• _EXERCISE MATERIALS_:
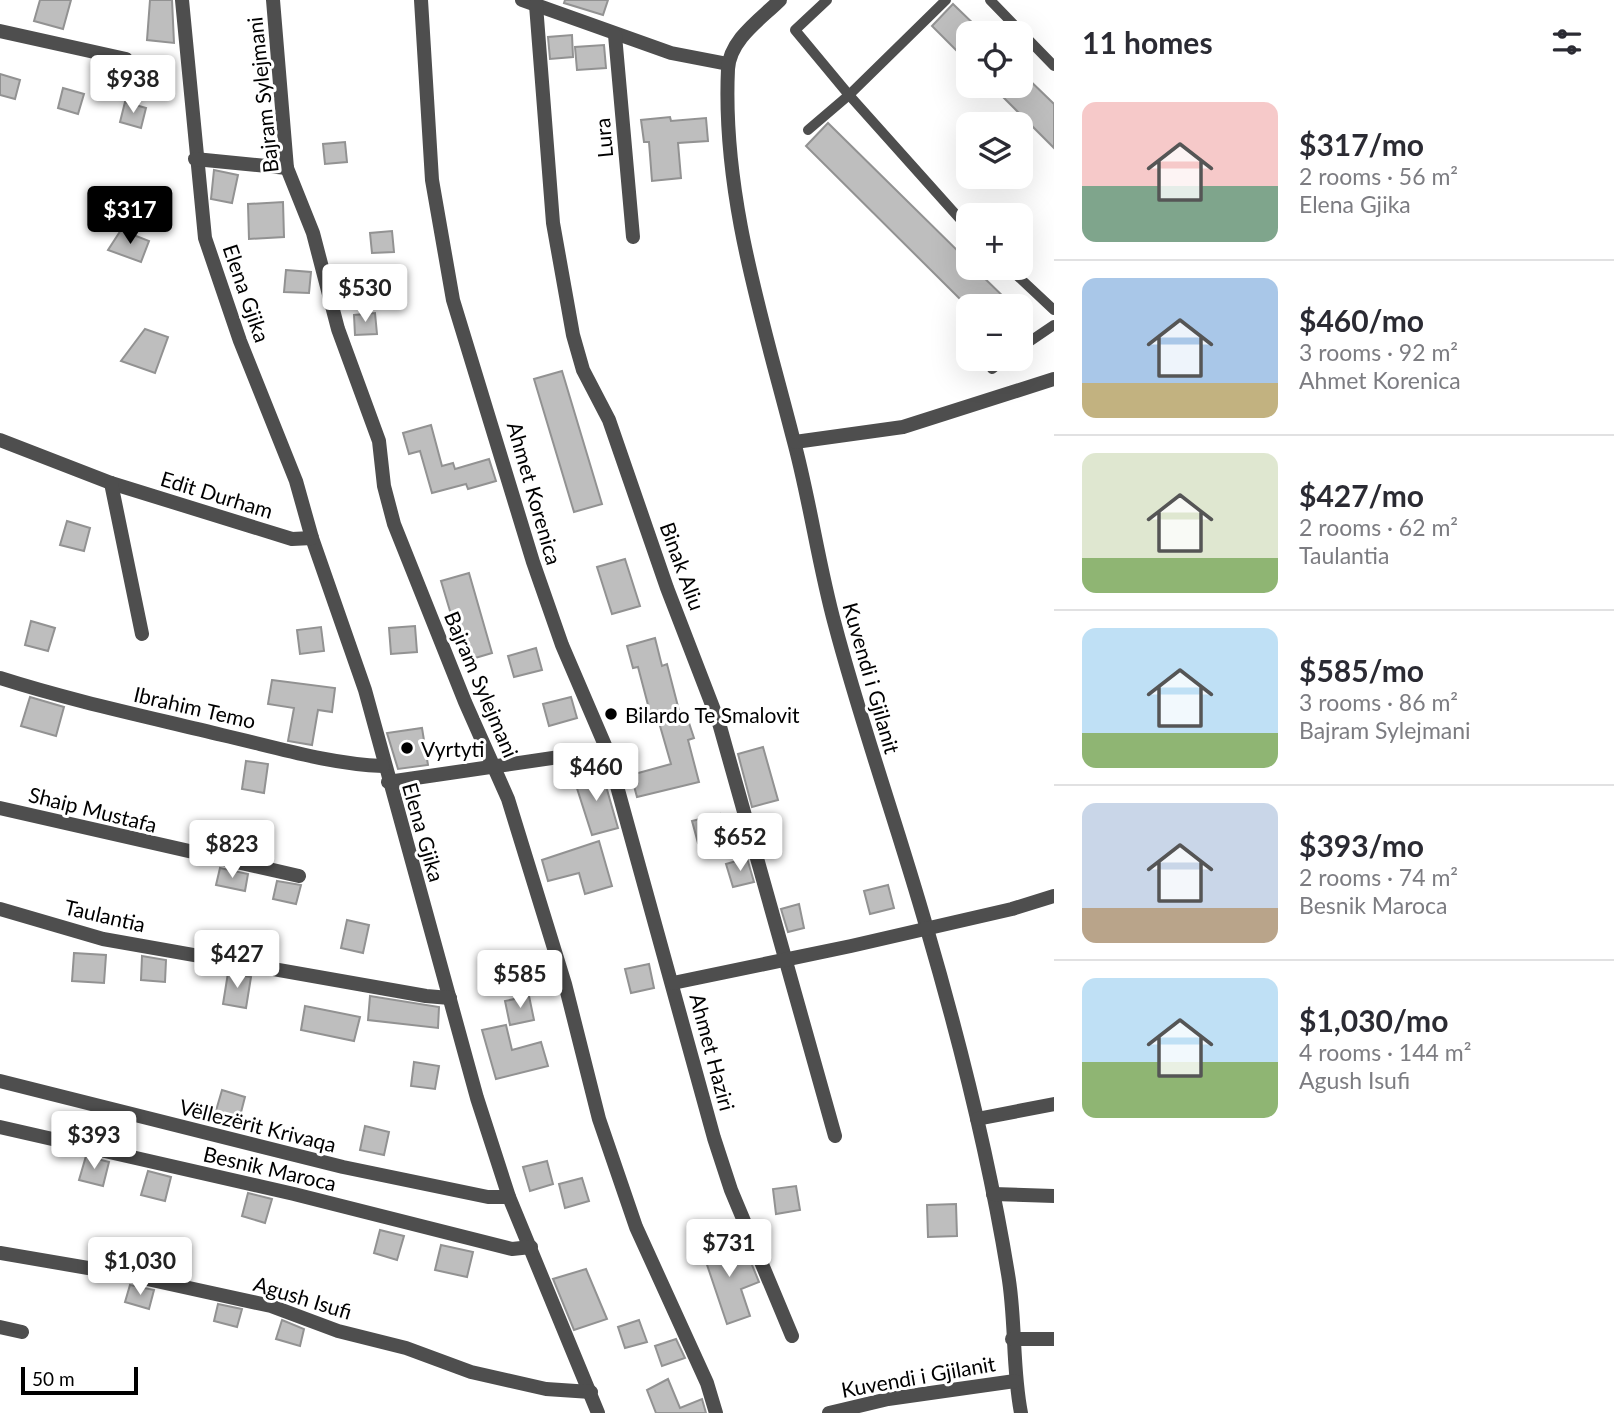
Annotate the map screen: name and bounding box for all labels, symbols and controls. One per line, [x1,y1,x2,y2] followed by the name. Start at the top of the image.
[241,16,283,174] street label: Bajram Sylejmani
[956,21,1033,371] map controls
[956,21,1033,98] button: locate
[1548,23,1586,61] icon: filters
[1082,24,1213,60] text: 11 homes
[92,55,174,115] pin: $938
[106,64,160,92] text: $938
[956,112,1033,189] button: layers
[589,117,617,159] street label: Lura
[1299,126,1424,162] text: $317/mo
[1138,130,1222,214] icon: home
[1299,162,1458,190] text: 2 rooms · 56 m²
[89,187,171,246] pin: $317
[1299,190,1411,218] text: Elena Gjika
[103,195,157,223] text: $317
[956,203,1033,280] button: +
[219,241,275,345] street label: Elena Gjika
[324,264,406,324] pin: $530
[338,273,392,301] text: $530
[956,294,1033,371] button: −
[1299,302,1424,338] text: $460/mo
[1138,306,1222,390] icon: home
[1299,338,1458,366] text: 3 rooms · 92 m²
[1299,366,1461,394] text: Ahmet Korenica
[503,419,567,567] street label: Ahmet Korenica
[158,465,276,523] street label: Edit Durham
[1299,477,1424,513] text: $427/mo
[1138,481,1222,565] icon: home
[1299,513,1458,541] text: 2 rooms · 62 m²
[656,519,710,613] street label: Binak Aliu
[1299,541,1389,569] text: Taulantia
[838,600,906,757] street label: Kuvendi i Gjilanit
[440,607,524,761] street label: Bajram Sylejmani
[1299,652,1424,688] text: $585/mo
[1138,656,1222,740] icon: home
[132,681,258,733] street label: Ibrahim Temo
[1299,688,1458,716] text: 3 rooms · 86 m²
[625,702,800,727] place label: Bilardo Te Smalovit
[603,706,619,722] marker: Bilardo Te Smalovit
[1299,716,1471,744] text: Bajram Sylejmani
[421,736,485,761] place label: Vyrtyti
[399,740,415,756] marker: Vyrtyti
[555,744,637,803] pin: $460
[569,752,623,780] text: $460
[398,780,450,884] street label: Elena Gjika
[26,781,160,837] street label: Shaip Mustafa
[699,814,781,873] pin: $652
[191,820,273,880] pin: $823
[713,822,767,850] text: $652
[1299,827,1424,863] text: $393/mo
[205,829,259,857] text: $823
[1138,831,1222,915] icon: home
[1299,863,1458,891] text: 2 rooms · 74 m²
[1299,891,1448,919] text: Besnik Maroca
[62,894,148,936] street label: Taulantia
[196,930,278,990] pin: $427
[210,939,264,967] text: $427
[479,950,561,1010] pin: $585
[493,959,547,987] text: $585
[685,991,741,1113] street label: Ahmet Haziri
[1299,1002,1448,1038] text: $1,030/mo
[1138,1006,1222,1090] icon: home
[1299,1038,1471,1066] text: 4 rooms · 144 m²
[1299,1066,1410,1094] text: Agush Isufi
[177,1093,339,1157] street label: Vëllezërit Krivaqa
[53,1112,135,1171] pin: $393
[67,1120,121,1148] text: $393
[201,1141,339,1195] street label: Besnik Maroca
[688,1220,770,1279] pin: $731
[702,1228,756,1256] text: $731
[83,1238,197,1297] pin: $1,030
[104,1246,176,1274] text: $1,030
[251,1270,355,1324] street label: Agush Isufi
[839,1350,997,1402] street label: Kuvendi i Gjilanit
[21,1364,138,1396] scale bar
[32,1367,75,1390] text: 50 m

• _WHAT TO PRODUCE_: Repeat each line above exactly. The pictures stay out.

• _WRITTEN REPLY_:
Annotate the map screen: name and bounding box for all labels, symbols and controls. One per line, [x1,y1,x2,y2] followed by the name. Start at the top of the image.
[241,16,283,174] street label: Bajram Sylejmani
[956,21,1033,371] map controls
[956,21,1033,98] button: locate
[1548,23,1586,61] icon: filters
[1082,24,1213,60] text: 11 homes
[92,55,174,115] pin: $938
[106,64,160,92] text: $938
[956,112,1033,189] button: layers
[589,117,617,159] street label: Lura
[1299,126,1424,162] text: $317/mo
[1138,130,1222,214] icon: home
[1299,162,1458,190] text: 2 rooms · 56 m²
[89,187,171,246] pin: $317
[1299,190,1411,218] text: Elena Gjika
[103,195,157,223] text: $317
[956,203,1033,280] button: +
[219,241,275,345] street label: Elena Gjika
[324,264,406,324] pin: $530
[338,273,392,301] text: $530
[956,294,1033,371] button: −
[1299,302,1424,338] text: $460/mo
[1138,306,1222,390] icon: home
[1299,338,1458,366] text: 3 rooms · 92 m²
[1299,366,1461,394] text: Ahmet Korenica
[503,419,567,567] street label: Ahmet Korenica
[158,465,276,523] street label: Edit Durham
[1299,477,1424,513] text: $427/mo
[1138,481,1222,565] icon: home
[1299,513,1458,541] text: 2 rooms · 62 m²
[656,519,710,613] street label: Binak Aliu
[1299,541,1389,569] text: Taulantia
[838,600,906,757] street label: Kuvendi i Gjilanit
[440,607,524,761] street label: Bajram Sylejmani
[1299,652,1424,688] text: $585/mo
[1138,656,1222,740] icon: home
[132,681,258,733] street label: Ibrahim Temo
[1299,688,1458,716] text: 3 rooms · 86 m²
[625,702,800,727] place label: Bilardo Te Smalovit
[603,706,619,722] marker: Bilardo Te Smalovit
[1299,716,1471,744] text: Bajram Sylejmani
[421,736,485,761] place label: Vyrtyti
[399,740,415,756] marker: Vyrtyti
[555,744,637,803] pin: $460
[569,752,623,780] text: $460
[398,780,450,884] street label: Elena Gjika
[26,781,160,837] street label: Shaip Mustafa
[699,814,781,873] pin: $652
[191,820,273,880] pin: $823
[713,822,767,850] text: $652
[1299,827,1424,863] text: $393/mo
[205,829,259,857] text: $823
[1138,831,1222,915] icon: home
[1299,863,1458,891] text: 2 rooms · 74 m²
[1299,891,1448,919] text: Besnik Maroca
[62,894,148,936] street label: Taulantia
[196,930,278,990] pin: $427
[210,939,264,967] text: $427
[479,950,561,1010] pin: $585
[493,959,547,987] text: $585
[685,991,741,1113] street label: Ahmet Haziri
[1299,1002,1448,1038] text: $1,030/mo
[1138,1006,1222,1090] icon: home
[1299,1038,1471,1066] text: 4 rooms · 144 m²
[1299,1066,1410,1094] text: Agush Isufi
[177,1093,339,1157] street label: Vëllezërit Krivaqa
[53,1112,135,1171] pin: $393
[67,1120,121,1148] text: $393
[201,1141,339,1195] street label: Besnik Maroca
[688,1220,770,1279] pin: $731
[702,1228,756,1256] text: $731
[83,1238,197,1297] pin: $1,030
[104,1246,176,1274] text: $1,030
[251,1270,355,1324] street label: Agush Isufi
[839,1350,997,1402] street label: Kuvendi i Gjilanit
[21,1364,138,1396] scale bar
[32,1367,75,1390] text: 50 m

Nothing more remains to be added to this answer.